* Material shown
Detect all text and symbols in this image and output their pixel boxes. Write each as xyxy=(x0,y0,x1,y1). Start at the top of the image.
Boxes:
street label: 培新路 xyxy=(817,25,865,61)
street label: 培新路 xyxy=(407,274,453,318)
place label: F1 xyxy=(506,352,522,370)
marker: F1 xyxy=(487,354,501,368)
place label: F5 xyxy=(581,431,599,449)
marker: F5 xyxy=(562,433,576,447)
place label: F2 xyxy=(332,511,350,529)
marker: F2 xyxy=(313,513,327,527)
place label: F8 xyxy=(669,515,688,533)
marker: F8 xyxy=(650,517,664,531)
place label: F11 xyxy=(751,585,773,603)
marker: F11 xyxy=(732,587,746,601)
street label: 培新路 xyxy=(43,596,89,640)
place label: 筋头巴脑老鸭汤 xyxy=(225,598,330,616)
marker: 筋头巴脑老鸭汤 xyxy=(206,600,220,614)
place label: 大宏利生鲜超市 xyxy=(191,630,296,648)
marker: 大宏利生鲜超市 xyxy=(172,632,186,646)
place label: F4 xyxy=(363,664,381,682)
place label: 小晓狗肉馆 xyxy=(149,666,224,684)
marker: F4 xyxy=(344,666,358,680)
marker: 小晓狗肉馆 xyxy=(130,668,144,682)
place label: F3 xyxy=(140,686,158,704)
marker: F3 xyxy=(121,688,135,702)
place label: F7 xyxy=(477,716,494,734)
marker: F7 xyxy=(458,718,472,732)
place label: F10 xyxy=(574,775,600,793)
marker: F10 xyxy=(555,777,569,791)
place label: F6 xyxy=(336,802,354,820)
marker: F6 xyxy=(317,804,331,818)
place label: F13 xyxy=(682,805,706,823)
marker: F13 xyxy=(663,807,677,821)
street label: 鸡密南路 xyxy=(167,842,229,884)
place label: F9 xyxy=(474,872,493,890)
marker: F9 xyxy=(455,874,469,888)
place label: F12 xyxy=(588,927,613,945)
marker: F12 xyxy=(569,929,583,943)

* Work instruction
Please repeat the listing word for word.

* Finished task
Detect all text and symbols in this image and output their pixel boxes. Write each as xyxy=(x0,y0,x1,y1). Start at the top of the image.
Boxes:
street label: 培新路 xyxy=(817,25,865,61)
street label: 培新路 xyxy=(407,274,453,318)
place label: F1 xyxy=(506,352,522,370)
marker: F1 xyxy=(487,354,501,368)
place label: F5 xyxy=(581,431,599,449)
marker: F5 xyxy=(562,433,576,447)
place label: F2 xyxy=(332,511,350,529)
marker: F2 xyxy=(313,513,327,527)
place label: F8 xyxy=(669,515,688,533)
marker: F8 xyxy=(650,517,664,531)
place label: F11 xyxy=(751,585,773,603)
marker: F11 xyxy=(732,587,746,601)
street label: 培新路 xyxy=(43,596,89,640)
place label: 筋头巴脑老鸭汤 xyxy=(225,598,330,616)
marker: 筋头巴脑老鸭汤 xyxy=(206,600,220,614)
place label: 大宏利生鲜超市 xyxy=(191,630,296,648)
marker: 大宏利生鲜超市 xyxy=(172,632,186,646)
place label: F4 xyxy=(363,664,381,682)
place label: 小晓狗肉馆 xyxy=(149,666,224,684)
marker: F4 xyxy=(344,666,358,680)
marker: 小晓狗肉馆 xyxy=(130,668,144,682)
place label: F3 xyxy=(140,686,158,704)
marker: F3 xyxy=(121,688,135,702)
place label: F7 xyxy=(477,716,494,734)
marker: F7 xyxy=(458,718,472,732)
place label: F10 xyxy=(574,775,600,793)
marker: F10 xyxy=(555,777,569,791)
place label: F6 xyxy=(336,802,354,820)
marker: F6 xyxy=(317,804,331,818)
place label: F13 xyxy=(682,805,706,823)
marker: F13 xyxy=(663,807,677,821)
street label: 鸡密南路 xyxy=(167,842,229,884)
place label: F9 xyxy=(474,872,493,890)
marker: F9 xyxy=(455,874,469,888)
place label: F12 xyxy=(588,927,613,945)
marker: F12 xyxy=(569,929,583,943)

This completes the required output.